Cimicat recommended her too - never had a problem with any kitten taking to it, its great for the weaning process and Mums too and easy to get hold of as my current vets and previous vets sell it 'over the counter'.


----------



## Doolally (Oct 12, 2010)

another for cimicat, it's what we use at the vets


----------



## Rachaellincoln (May 20, 2011)

I think KMR is fab, but also like cimicat.


----------



## tellingtails (Jul 28, 2010)

I also use Cimicat


----------



## PoppyField (May 20, 2011)

I can only say it *should not* be Beaphar Lactol.

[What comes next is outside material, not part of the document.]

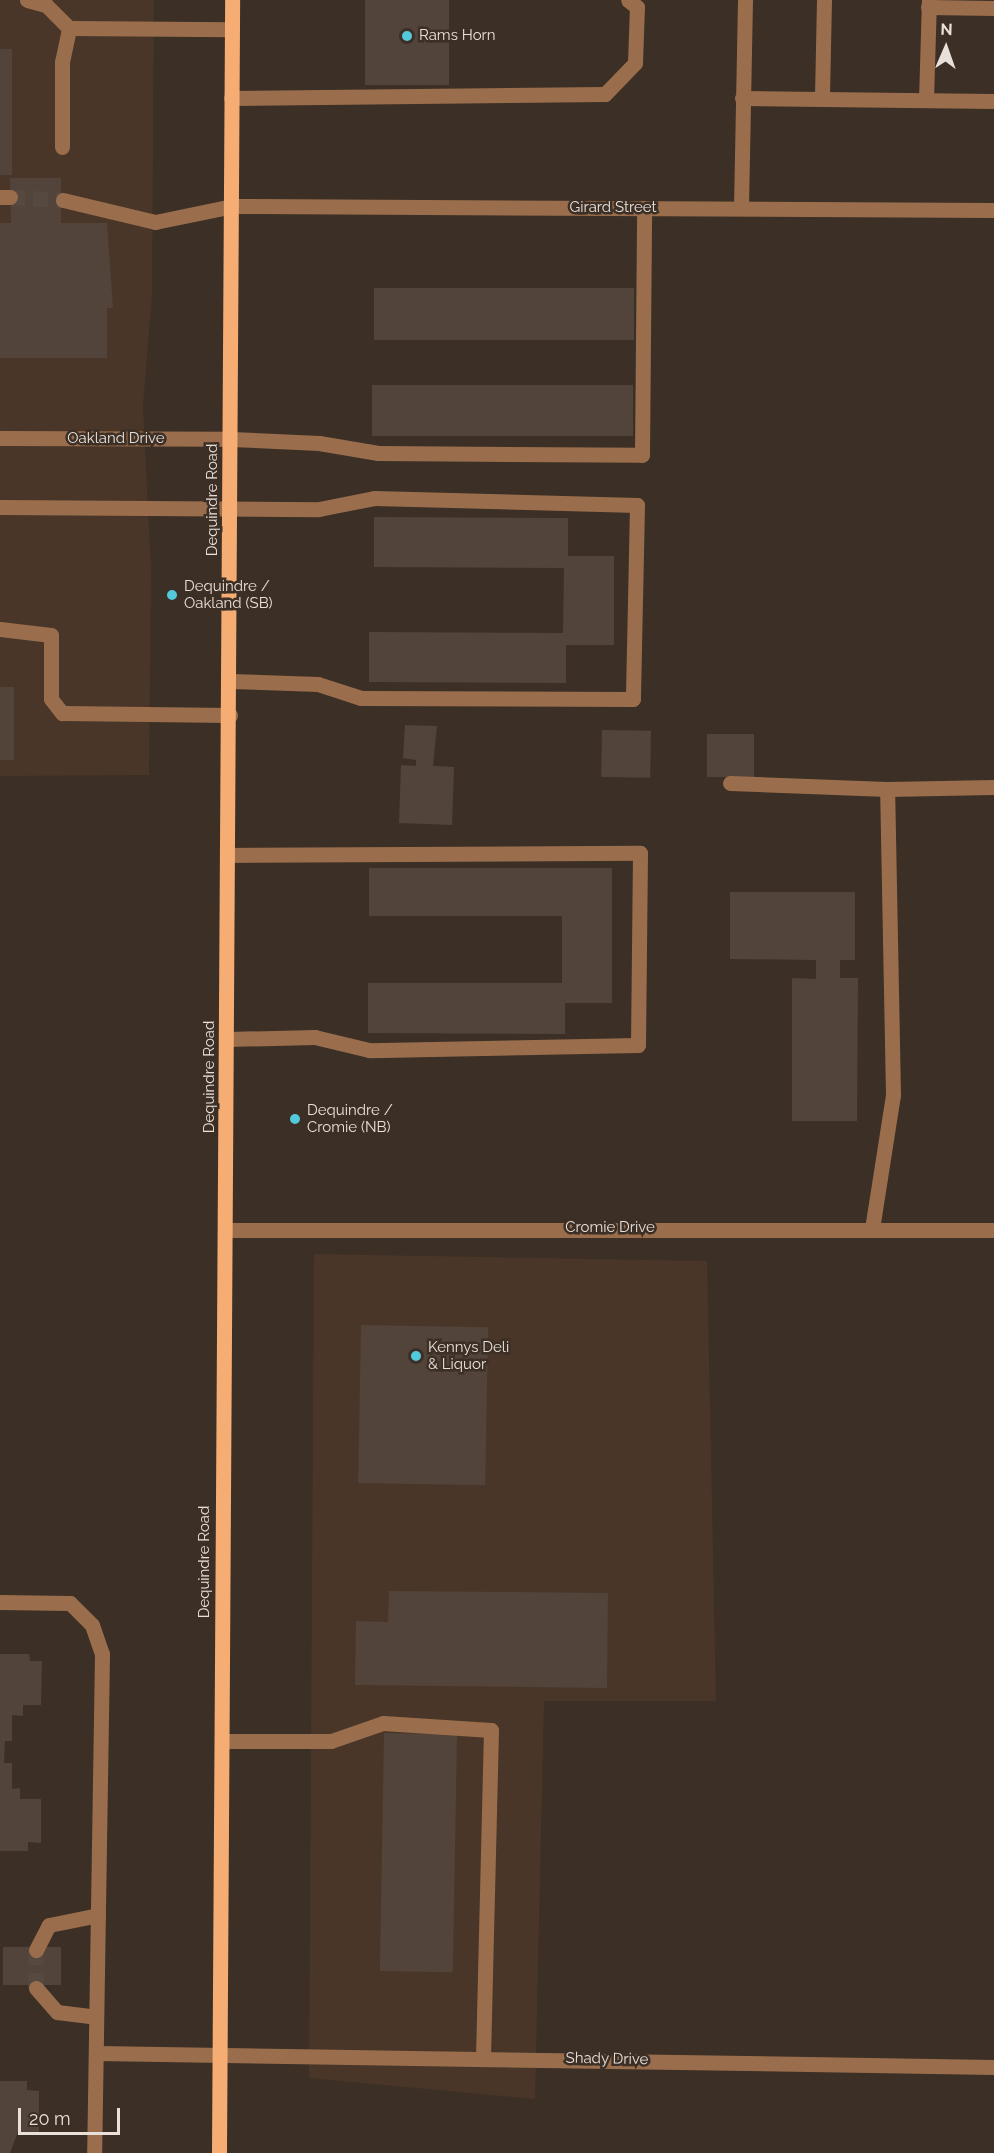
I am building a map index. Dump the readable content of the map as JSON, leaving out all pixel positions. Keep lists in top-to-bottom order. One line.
{"streets":{"main road":["Dequindre Road"],"street":["Girard Street","Oakland Drive","Cromie Drive","Shady Drive"]},"crossings":[["Girard Street","Oakland Drive"],["Girard Street","Dequindre Road"],["Oakland Drive","Dequindre Road"],["Dequindre Road","Cromie Drive"],["Dequindre Road","Shady Drive"]],"places":["Rams Horn","Dequindre / Oakland (SB)","Dequindre / Cromie (NB)","Kennys Deli & Liquor"],"scale_bar":"20 m","north":"top"}
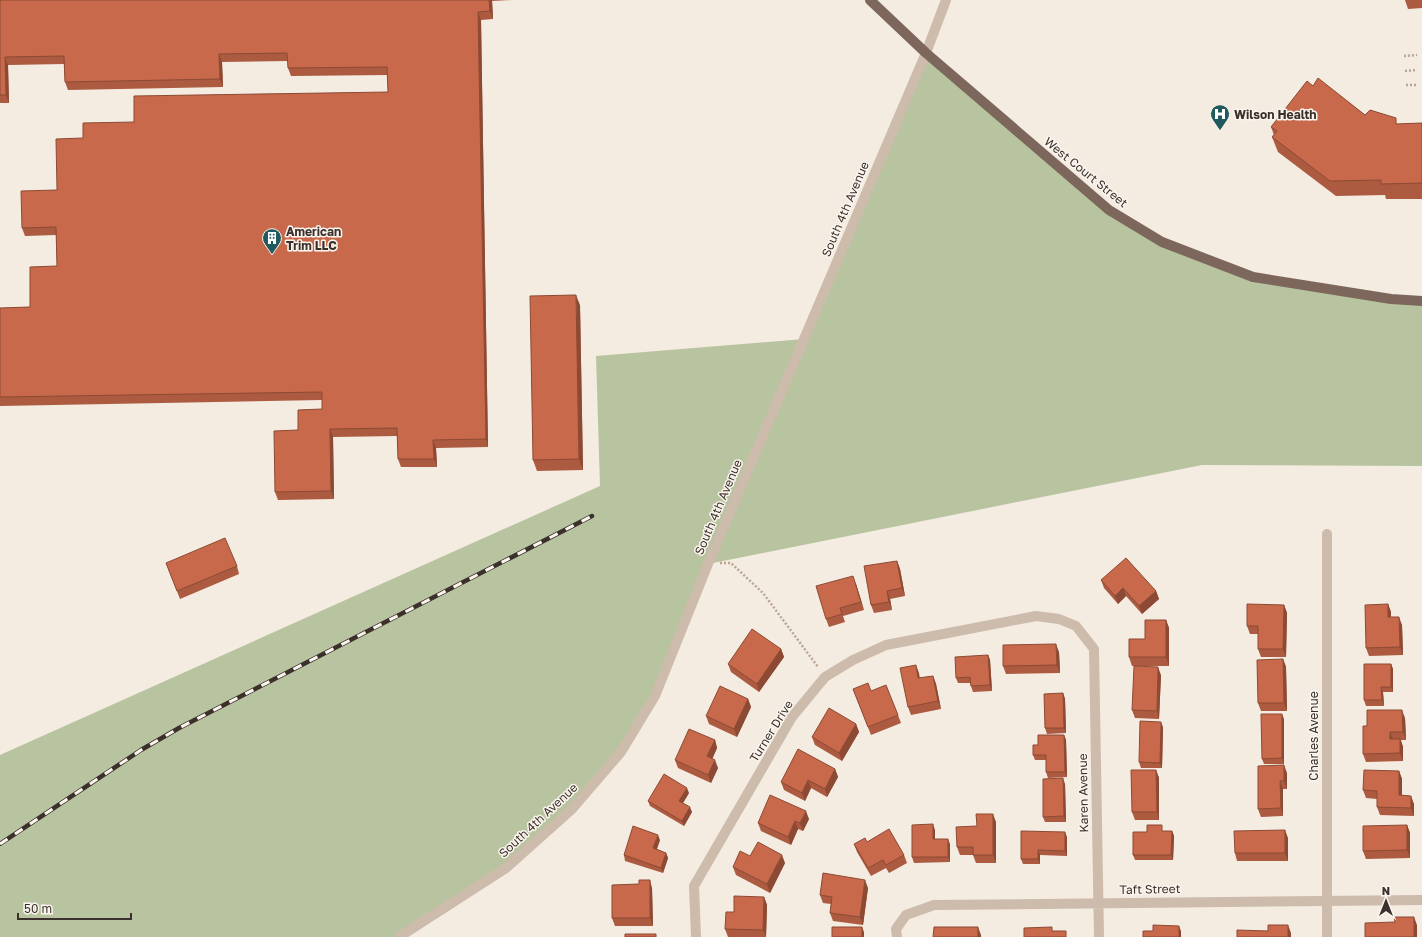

My kittens lost all their fur with that formula!


----------



## DiamondKitty (Apr 16, 2011)

Although it seems like Cimicat is the winner ... may I ask what peoples opinions/views/experiences are with Royal Canin Babycat Milk?? I was recommended it when I took my cat to the vets for her blood test before mating so bought some in anticipation ... but now I'm worried it's not as good!

..xx..


----------



## alisondalziel (Oct 8, 2008)

I also use Cimicat but have had Royal Canin too.

Don't worry too much, they all work it's just personal choice really.

As long as you use one made for kittens, NOT puppies and follow the directions exactly you will be fine.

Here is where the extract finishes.